→ **ASSIGNMENT**
Go through each line of the entries below and tally those containing the string "above"; give only the total.

►

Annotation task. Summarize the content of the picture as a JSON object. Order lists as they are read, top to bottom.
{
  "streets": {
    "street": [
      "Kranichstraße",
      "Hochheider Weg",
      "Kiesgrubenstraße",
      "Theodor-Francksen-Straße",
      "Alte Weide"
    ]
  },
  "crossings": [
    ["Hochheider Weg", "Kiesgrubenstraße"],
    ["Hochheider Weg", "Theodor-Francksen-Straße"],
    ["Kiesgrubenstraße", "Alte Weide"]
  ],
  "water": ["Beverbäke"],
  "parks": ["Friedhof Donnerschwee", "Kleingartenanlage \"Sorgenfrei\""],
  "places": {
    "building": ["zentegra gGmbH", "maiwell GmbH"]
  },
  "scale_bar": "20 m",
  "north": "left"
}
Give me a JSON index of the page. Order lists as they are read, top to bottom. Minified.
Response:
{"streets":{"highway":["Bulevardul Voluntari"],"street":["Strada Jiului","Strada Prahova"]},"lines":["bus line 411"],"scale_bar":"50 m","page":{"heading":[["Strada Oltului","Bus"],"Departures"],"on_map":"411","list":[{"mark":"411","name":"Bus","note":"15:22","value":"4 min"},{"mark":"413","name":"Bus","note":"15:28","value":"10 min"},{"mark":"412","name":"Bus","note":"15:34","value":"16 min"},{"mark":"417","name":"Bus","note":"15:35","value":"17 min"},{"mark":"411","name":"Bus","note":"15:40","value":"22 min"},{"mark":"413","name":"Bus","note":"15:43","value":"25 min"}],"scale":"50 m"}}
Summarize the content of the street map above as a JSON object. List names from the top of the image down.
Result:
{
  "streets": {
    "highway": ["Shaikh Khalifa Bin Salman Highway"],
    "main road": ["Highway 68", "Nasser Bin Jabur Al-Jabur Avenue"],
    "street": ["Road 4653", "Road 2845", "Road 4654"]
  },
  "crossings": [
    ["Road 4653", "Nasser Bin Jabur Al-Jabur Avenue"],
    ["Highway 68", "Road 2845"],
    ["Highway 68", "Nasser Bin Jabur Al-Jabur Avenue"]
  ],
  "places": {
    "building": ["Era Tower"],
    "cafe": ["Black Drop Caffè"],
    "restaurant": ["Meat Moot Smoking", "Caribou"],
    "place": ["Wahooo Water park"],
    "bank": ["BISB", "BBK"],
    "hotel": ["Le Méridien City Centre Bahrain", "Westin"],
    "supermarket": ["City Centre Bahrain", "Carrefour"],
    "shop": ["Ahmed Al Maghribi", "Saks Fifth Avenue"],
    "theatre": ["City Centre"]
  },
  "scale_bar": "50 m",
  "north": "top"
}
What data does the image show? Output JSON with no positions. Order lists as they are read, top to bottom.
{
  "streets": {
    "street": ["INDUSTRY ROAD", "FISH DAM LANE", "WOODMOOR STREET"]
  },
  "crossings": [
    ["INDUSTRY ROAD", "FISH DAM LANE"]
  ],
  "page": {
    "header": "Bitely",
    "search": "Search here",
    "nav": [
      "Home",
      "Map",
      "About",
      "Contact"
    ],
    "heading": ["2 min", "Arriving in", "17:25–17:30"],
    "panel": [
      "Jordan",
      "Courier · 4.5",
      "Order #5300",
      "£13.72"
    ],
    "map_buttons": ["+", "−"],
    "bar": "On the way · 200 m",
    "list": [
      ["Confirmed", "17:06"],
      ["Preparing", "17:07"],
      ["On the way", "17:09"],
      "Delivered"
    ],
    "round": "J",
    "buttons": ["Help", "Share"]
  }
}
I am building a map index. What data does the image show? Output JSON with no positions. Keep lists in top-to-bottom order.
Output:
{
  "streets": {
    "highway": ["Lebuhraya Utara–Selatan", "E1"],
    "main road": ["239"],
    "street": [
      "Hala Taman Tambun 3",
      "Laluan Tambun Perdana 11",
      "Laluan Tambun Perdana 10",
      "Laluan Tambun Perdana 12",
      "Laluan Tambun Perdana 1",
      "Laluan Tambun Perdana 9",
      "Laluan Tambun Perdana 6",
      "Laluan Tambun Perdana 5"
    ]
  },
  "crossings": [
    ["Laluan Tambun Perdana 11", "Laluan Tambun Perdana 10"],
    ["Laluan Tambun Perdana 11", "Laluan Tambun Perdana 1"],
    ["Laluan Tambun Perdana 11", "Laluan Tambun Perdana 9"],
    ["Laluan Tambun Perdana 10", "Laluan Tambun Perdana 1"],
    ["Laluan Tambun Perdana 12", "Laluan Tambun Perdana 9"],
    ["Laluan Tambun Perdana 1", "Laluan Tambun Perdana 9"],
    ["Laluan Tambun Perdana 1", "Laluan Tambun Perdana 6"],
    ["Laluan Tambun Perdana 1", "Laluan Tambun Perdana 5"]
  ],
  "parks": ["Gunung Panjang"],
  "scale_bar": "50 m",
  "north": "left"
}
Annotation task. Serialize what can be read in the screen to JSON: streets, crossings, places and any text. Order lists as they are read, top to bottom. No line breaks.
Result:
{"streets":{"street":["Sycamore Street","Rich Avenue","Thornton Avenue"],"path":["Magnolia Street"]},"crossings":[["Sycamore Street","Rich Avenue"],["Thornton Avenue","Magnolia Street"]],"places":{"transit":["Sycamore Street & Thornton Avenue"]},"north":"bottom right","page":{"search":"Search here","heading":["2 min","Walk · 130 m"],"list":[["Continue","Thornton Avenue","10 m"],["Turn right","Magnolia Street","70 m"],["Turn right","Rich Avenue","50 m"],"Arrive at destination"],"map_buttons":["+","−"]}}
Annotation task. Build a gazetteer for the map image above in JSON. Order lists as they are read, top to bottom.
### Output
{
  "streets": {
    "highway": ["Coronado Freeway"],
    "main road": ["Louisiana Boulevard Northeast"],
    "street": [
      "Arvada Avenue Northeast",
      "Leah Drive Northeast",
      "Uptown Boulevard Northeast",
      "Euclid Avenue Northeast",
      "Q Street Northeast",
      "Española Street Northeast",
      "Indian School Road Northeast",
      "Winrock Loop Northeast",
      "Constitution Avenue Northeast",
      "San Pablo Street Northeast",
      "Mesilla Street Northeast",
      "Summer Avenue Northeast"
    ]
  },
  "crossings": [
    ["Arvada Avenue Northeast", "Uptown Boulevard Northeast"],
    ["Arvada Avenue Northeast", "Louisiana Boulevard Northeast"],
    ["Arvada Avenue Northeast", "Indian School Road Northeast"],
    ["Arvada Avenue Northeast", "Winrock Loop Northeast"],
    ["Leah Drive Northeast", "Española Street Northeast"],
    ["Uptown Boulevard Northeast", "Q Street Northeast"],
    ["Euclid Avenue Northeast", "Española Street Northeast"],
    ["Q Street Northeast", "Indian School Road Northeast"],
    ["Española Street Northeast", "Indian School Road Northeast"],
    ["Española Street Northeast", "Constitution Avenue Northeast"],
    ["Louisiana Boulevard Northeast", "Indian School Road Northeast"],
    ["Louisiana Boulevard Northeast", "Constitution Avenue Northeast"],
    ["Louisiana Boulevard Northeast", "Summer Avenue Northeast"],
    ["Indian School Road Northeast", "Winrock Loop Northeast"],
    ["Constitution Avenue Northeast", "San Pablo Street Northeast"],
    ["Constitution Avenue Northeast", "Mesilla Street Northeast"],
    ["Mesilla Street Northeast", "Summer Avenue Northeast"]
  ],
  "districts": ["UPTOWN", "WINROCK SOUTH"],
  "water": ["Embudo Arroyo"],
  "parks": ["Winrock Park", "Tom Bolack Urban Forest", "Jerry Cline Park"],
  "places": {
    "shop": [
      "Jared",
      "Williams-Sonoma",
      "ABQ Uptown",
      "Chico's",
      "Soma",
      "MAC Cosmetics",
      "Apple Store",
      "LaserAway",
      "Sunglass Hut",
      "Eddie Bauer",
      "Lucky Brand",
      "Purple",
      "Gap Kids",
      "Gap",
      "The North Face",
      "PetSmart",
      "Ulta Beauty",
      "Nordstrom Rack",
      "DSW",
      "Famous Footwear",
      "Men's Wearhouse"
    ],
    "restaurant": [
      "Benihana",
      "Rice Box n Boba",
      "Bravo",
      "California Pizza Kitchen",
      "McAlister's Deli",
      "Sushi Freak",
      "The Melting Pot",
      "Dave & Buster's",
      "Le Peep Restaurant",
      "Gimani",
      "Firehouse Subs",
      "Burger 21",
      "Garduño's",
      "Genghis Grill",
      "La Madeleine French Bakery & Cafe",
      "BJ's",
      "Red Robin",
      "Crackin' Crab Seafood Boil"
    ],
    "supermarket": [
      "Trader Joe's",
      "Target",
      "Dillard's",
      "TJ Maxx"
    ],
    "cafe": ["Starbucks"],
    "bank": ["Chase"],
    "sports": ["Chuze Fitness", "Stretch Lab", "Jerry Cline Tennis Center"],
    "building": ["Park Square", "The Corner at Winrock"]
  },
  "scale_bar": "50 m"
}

◄

→ **SOLUTION**
2